-- Opening Marker --

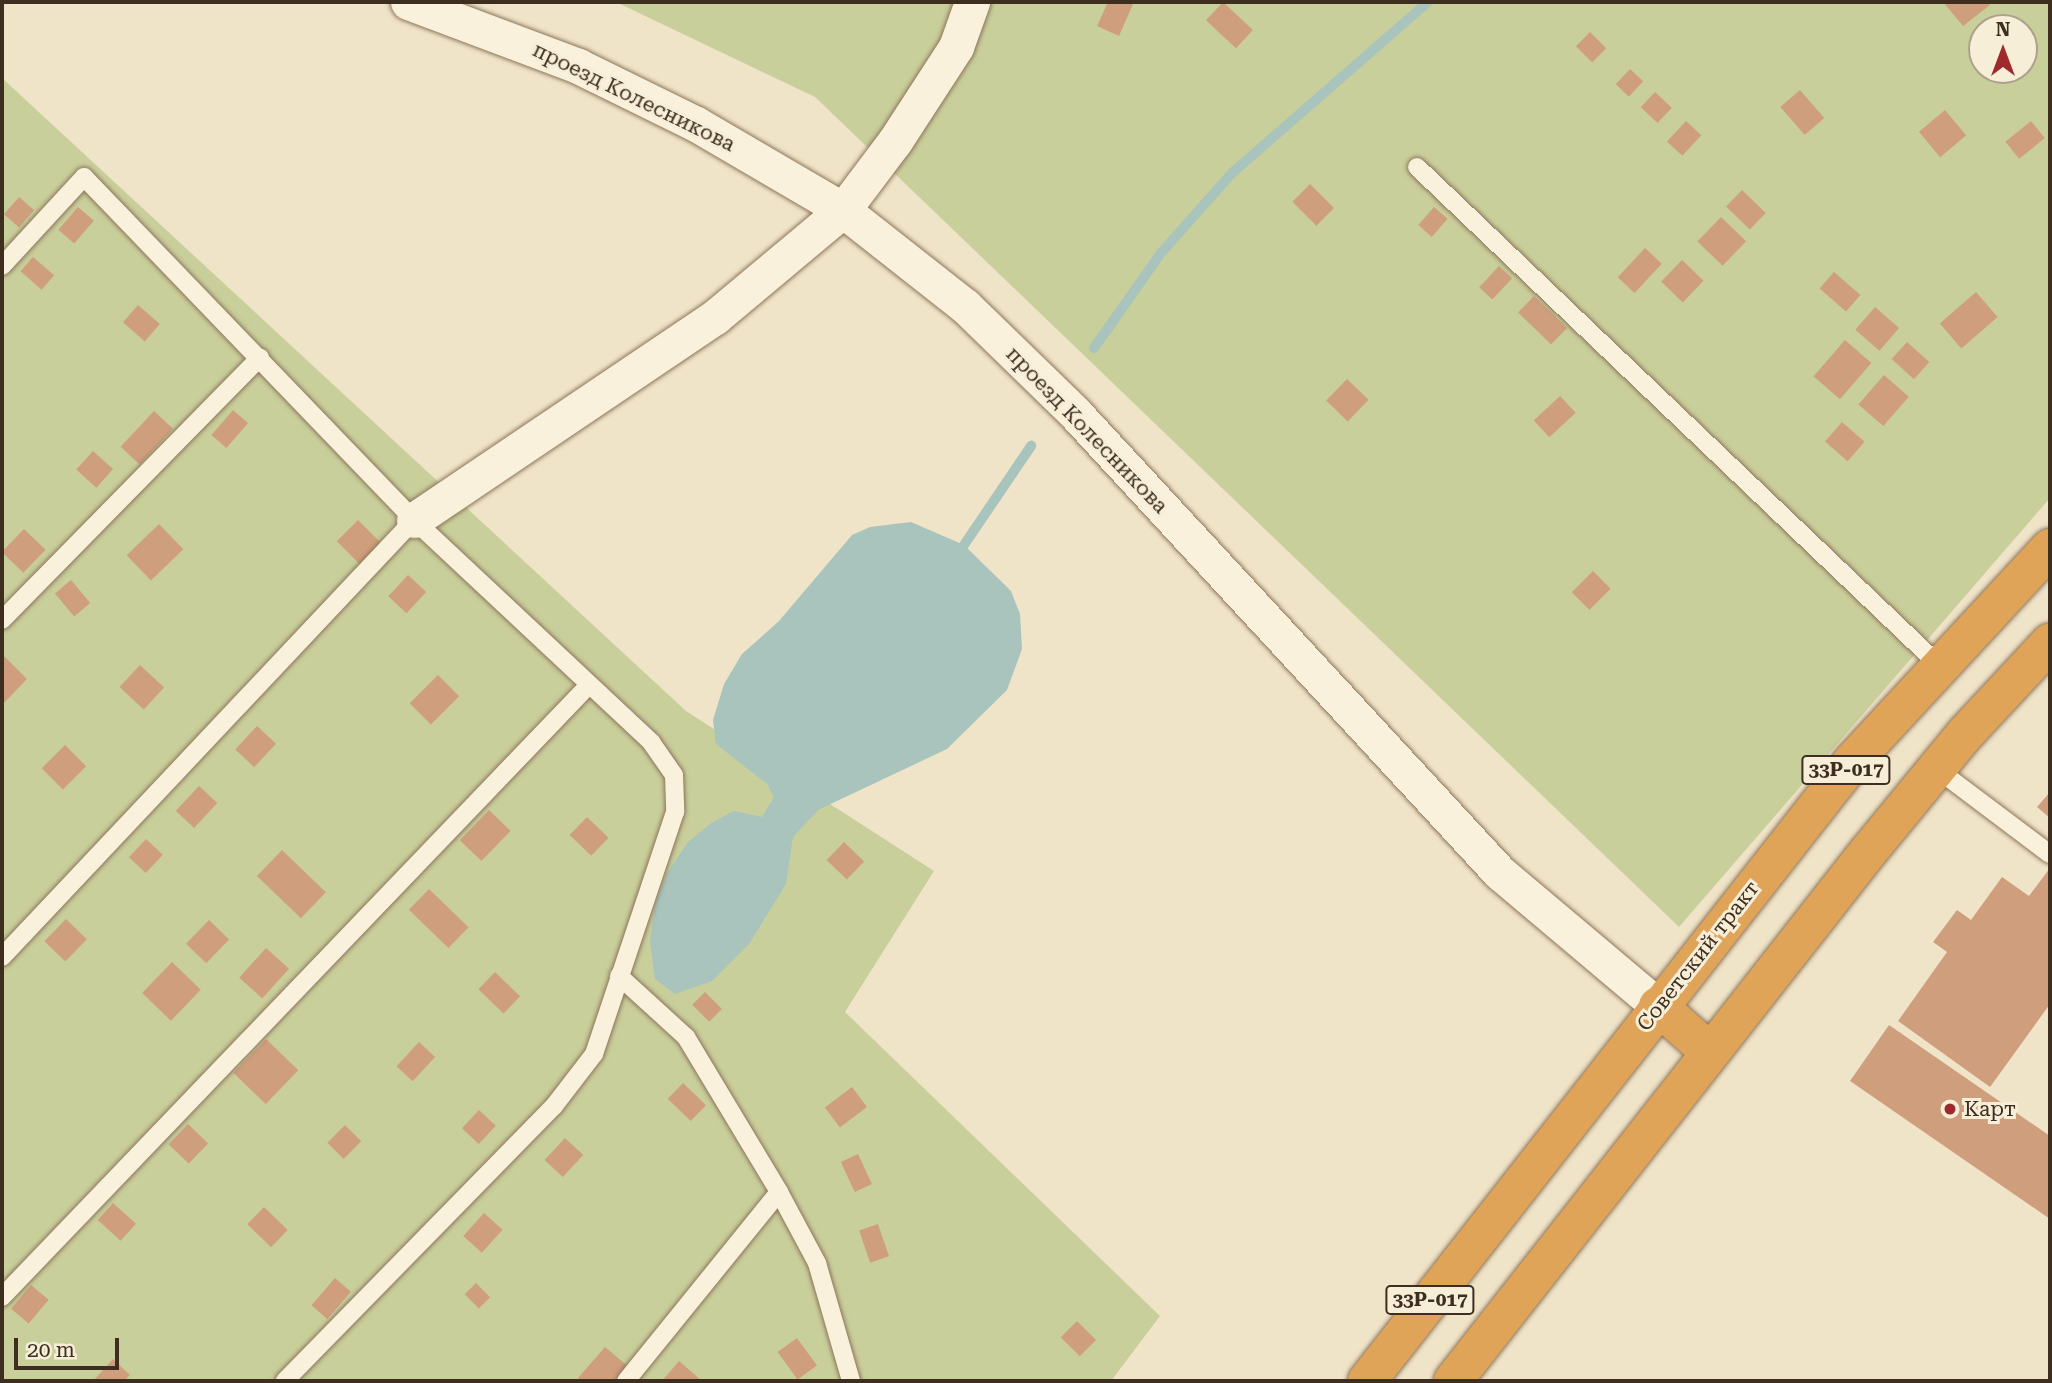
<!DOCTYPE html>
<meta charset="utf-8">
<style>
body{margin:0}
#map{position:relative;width:2052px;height:1383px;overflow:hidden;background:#f0e4c8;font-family:"Roboto Serif",serif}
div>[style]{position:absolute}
.green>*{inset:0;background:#c9cf9b}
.water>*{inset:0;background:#a9c4bc}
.stream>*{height:10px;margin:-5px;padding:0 5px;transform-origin:5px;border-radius:5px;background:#a9c4bc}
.building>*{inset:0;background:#cf9f7d;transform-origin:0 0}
.roads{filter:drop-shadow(0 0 2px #8d765c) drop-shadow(0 0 2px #8d765c)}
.lane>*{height:18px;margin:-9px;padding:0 9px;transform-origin:9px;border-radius:9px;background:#faf1dc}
.street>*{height:35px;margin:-17.5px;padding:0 17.5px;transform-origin:17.5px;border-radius:17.5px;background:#faf1dc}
.highway>*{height:38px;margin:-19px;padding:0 19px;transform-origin:19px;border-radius:19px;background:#e0a458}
.dots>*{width:19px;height:19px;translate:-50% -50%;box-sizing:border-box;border:4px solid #f7eed8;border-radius:50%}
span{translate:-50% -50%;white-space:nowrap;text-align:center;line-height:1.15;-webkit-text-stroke:6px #f7eed8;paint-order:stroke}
.shield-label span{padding:2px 5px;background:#f7eed8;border:2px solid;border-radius:5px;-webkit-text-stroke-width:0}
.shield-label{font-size:19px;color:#3d2e20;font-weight:700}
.street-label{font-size:21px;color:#3d2e20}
.poi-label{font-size:21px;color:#3d2e20}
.left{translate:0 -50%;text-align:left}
.frame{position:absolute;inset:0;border:4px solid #3d2e20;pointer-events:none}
.north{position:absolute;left:1968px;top:14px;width:70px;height:70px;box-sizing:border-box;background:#f7eed8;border:2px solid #ada18e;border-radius:50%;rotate:0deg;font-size:19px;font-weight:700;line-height:28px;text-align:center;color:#3d2e20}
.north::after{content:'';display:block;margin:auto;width:24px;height:32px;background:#9e2a2b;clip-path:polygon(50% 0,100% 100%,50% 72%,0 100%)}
.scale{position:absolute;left:14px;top:1338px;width:105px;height:32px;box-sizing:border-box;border:4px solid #3d2e20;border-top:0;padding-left:9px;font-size:21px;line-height:24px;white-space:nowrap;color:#3d2e20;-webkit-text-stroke:5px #f7eed8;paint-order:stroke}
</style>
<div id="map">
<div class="green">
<i style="clip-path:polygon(evenodd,616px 2px,2050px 2px,2050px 498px,1679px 927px,815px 97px,616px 2px,1982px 28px,2024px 28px,2024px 70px,1982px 70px,1982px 28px)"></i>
<i style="clip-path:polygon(2px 78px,686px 711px,934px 871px,845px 1012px,1160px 1316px,1111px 1381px,2px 1381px)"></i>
</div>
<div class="water">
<i style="clip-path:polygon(911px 522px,964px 545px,1011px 591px,1020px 614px,1022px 649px,1007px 690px,947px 749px,818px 810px,793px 837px,786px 884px,749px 944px,712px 981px,675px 994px,655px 979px,650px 942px,655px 903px,666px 875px,688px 842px,711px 823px,734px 811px,762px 817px,774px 797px,767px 784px,716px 744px,713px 720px,724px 684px,742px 654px,779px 621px,852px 535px,870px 527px)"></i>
</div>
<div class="stream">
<i style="left:1094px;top:348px;width:116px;rotate:-54.8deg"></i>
<i style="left:1161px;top:253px;width:107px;rotate:-48.4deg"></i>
<i style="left:1232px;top:173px;width:260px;rotate:-41.1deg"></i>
<i style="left:964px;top:545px;width:120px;rotate:-55.9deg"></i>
</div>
<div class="building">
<i style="clip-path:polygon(1108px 2px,1133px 4px,1119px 36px,1097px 26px)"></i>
<i style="left:1223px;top:2px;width:41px;height:25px;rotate:43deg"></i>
<i style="clip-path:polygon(1943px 2px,1988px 2px,1990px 5px,1963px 26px)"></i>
<i style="left:1590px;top:32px;width:23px;height:20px;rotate:45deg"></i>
<i style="left:1630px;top:69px;width:18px;height:21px;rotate:43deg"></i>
<i style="left:1800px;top:90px;width:37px;height:26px;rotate:49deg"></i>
<i style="left:1655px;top:92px;width:23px;height:21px;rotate:43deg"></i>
<i style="left:1945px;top:110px;width:33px;height:34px;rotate:50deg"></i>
<i style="left:1686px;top:121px;width:21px;height:28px;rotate:43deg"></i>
<i style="left:2031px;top:121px;width:22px;height:33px;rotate:51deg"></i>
<i style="left:1310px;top:184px;width:34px;height:25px;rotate:45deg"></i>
<i style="left:1742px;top:190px;width:33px;height:23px;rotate:44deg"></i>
<i style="left:19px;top:197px;width:20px;height:23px;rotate:41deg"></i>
<i style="left:78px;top:207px;width:21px;height:30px;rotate:41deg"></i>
<i style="left:1434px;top:207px;width:18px;height:24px;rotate:41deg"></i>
<i style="left:1721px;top:217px;width:35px;height:34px;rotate:44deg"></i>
<i style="left:1645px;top:248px;width:23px;height:40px;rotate:43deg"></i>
<i style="left:33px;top:257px;width:28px;height:19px;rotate:41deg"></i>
<i style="left:1682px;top:260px;width:30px;height:30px;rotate:44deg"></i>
<i style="left:1499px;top:266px;width:18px;height:29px;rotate:43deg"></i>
<i style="left:1834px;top:272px;width:35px;height:22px;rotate:41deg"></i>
<i style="left:1976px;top:292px;width:33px;height:48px;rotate:49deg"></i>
<i style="left:1534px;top:296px;width:46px;height:23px;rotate:44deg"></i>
<i style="left:138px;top:305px;width:29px;height:23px;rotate:41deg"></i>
<i style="left:1875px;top:307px;width:32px;height:30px;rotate:41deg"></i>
<i style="left:1845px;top:340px;width:35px;height:48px;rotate:41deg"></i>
<i style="left:1907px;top:342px;width:30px;height:23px;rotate:42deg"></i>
<i style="left:1884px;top:375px;width:33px;height:39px;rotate:41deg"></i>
<i style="left:1347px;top:379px;width:30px;height:30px;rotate:44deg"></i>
<i style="left:1560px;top:396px;width:23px;height:36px;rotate:47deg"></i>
<i style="left:233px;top:410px;width:20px;height:33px;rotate:41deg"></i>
<i style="left:154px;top:411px;width:26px;height:49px;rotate:43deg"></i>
<i style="left:1842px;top:422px;width:30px;height:26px;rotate:41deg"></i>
<i style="left:93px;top:451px;width:27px;height:25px;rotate:42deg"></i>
<i style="left:358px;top:520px;width:35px;height:30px;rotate:45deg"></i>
<i style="left:159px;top:524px;width:35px;height:45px;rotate:46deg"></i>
<i style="left:24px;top:529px;width:30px;height:32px;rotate:44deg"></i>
<i style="left:1593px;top:571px;width:25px;height:30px;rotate:45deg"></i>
<i style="left:408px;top:575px;width:25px;height:29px;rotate:43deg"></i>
<i style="left:71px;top:580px;width:30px;height:21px;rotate:50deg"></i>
<i style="clip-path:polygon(4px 656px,27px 679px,2px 705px,2px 659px)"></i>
<i style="left:140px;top:665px;width:33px;height:30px;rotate:43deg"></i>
<i style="left:438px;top:675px;width:30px;height:40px;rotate:45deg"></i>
<i style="left:257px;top:726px;width:26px;height:32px;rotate:43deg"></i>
<i style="left:65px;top:745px;width:30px;height:33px;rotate:45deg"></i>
<i style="left:199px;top:786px;width:25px;height:34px;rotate:43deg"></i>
<i style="clip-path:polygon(2050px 792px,2050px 818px,2037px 807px)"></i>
<i style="left:489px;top:810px;width:30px;height:42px;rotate:44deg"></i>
<i style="left:587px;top:817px;width:30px;height:25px;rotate:44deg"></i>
<i style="left:146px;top:839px;width:23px;height:25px;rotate:43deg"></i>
<i style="left:844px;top:842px;width:28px;height:25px;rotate:44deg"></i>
<i style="left:282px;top:850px;width:61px;height:36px;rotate:44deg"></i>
<i style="clip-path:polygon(2050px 868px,2050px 1004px,1990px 1087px,1898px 1021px,1947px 952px,1933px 942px,1957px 910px,1971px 920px,2002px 877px,2029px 896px)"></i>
<i style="left:429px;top:889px;width:55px;height:29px;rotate:44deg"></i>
<i style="left:66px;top:919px;width:29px;height:31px;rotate:44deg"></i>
<i style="left:209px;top:920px;width:28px;height:33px;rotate:44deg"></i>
<i style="left:266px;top:948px;width:31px;height:40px;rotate:42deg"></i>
<i style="left:172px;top:962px;width:40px;height:43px;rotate:44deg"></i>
<i style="left:495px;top:972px;width:35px;height:24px;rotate:44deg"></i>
<i style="left:705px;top:992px;width:24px;height:18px;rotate:45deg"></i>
<i style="clip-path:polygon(1889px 1025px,2050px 1136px,2050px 1219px,1850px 1081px)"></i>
<i style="left:266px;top:1039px;width:45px;height:47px;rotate:44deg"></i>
<i style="left:419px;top:1042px;width:22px;height:33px;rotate:43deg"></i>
<i style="left:683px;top:1083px;width:32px;height:22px;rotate:44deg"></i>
<i style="left:852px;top:1087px;width:25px;height:34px;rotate:53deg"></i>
<i style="left:479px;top:1110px;width:23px;height:25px;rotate:43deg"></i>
<i style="left:188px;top:1124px;width:28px;height:28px;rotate:44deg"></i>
<i style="left:345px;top:1125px;width:23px;height:25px;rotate:45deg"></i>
<i style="left:565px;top:1138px;width:25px;height:30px;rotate:43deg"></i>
<i style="left:858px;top:1154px;width:33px;height:19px;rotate:65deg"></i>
<i style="left:113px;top:1203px;width:31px;height:23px;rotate:42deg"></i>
<i style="left:264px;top:1207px;width:33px;height:24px;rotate:44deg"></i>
<i style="left:484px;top:1213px;width:25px;height:31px;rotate:42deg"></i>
<i style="left:878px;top:1224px;width:34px;height:20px;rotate:71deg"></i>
<i style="left:335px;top:1278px;width:21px;height:36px;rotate:41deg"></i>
<i style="left:476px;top:1283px;width:20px;height:16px;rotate:45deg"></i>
<i style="left:31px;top:1285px;width:23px;height:31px;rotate:40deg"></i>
<i style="left:1077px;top:1321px;width:27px;height:23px;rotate:45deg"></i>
<i style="left:797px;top:1338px;width:34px;height:24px;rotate:54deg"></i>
<i style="clip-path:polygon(605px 1347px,630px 1368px,619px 1381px,581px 1381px,578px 1378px)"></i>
<i style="clip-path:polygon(113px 1359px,130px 1375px,124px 1381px,93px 1381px)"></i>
<i style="clip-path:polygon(679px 1361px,702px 1381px,662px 1381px)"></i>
</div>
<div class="roads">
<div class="lane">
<i style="left:1417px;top:167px;width:724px;rotate:43.66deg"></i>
<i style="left:2px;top:266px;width:121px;rotate:-47.3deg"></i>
<i style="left:84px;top:177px;width:476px;rotate:46.1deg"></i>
<i style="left:414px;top:520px;width:325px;rotate:43.1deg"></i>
<i style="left:651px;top:742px;width:40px;rotate:55.1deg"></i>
<i style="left:674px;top:775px;width:37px;rotate:88deg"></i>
<i style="left:675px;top:812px;width:255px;rotate:108.5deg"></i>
<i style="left:594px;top:1054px;width:66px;rotate:127.6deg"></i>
<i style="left:554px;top:1106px;width:385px;rotate:134.4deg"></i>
<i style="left:2px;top:620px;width:368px;rotate:-45.5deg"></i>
<i style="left:1937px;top:769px;width:141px;rotate:37deg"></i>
<i style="left:2px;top:957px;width:601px;rotate:-46.69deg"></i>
<i style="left:619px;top:976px;width:91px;rotate:42.3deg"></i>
<i style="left:686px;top:1037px;width:181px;rotate:59deg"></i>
<i style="left:779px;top:1192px;width:243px;rotate:129deg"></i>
<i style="left:779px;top:1192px;width:81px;rotate:61.8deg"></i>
<i style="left:817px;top:1263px;width:123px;rotate:73.9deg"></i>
<i style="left:2px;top:1297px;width:845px;rotate:-46.2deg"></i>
</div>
<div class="street">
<i style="left:408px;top:2px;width:182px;rotate:20.6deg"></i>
<i style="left:578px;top:66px;width:131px;rotate:26.2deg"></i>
<i style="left:696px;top:124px;width:170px;rotate:30.3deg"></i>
<i style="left:843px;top:210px;width:155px;rotate:38.2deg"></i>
<i style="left:965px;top:306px;width:152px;rotate:44.2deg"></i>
<i style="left:1074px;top:412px;width:628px;rotate:47.26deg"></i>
<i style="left:1500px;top:873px;width:207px;rotate:40.1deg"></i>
<i style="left:414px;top:520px;width:363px;rotate:-34deg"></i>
<i style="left:715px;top:317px;width:167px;rotate:-39.9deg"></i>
<i style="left:843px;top:210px;width:86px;rotate:-53deg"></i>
<i style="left:895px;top:141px;width:112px;rotate:-57deg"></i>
<i style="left:956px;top:47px;width:48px;rotate:-70.4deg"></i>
</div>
<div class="highway">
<i style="left:1658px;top:1006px;width:69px;rotate:41.5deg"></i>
<i style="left:1367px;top:1381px;width:786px;rotate:-51.92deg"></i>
<i style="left:1852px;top:762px;width:292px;rotate:-47.2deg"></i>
<i style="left:1453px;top:1381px;width:672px;rotate:-51.89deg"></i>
<i style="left:1868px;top:852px;width:153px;rotate:-50.6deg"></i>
<i style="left:1965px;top:734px;width:125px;rotate:-47deg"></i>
</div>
</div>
<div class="dots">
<i style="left:1950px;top:1109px;background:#9e2a2b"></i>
</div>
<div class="shield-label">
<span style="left:1846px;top:770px">33Р-017</span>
<span style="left:1430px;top:1300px">33Р-017</span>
</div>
<div class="street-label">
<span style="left:634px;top:97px;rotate:26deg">проезд Колесникова</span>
<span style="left:1087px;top:430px;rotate:46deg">проезд Колесникова</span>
<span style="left:1698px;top:956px;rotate:-52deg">Советский тракт</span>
</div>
<div class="poi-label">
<span class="left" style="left:1964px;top:1109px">Карт</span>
</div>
<div class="frame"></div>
<div class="north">N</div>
<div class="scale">20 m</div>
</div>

-- Closing Marker --

Search the listing for "stream" and copy each line holding it.

.stream>*{height:10px;margin:-5px;padding:0 5px;transform-origin:5px;border-radius:5px;background:#a9c4bc}
<div class="stream">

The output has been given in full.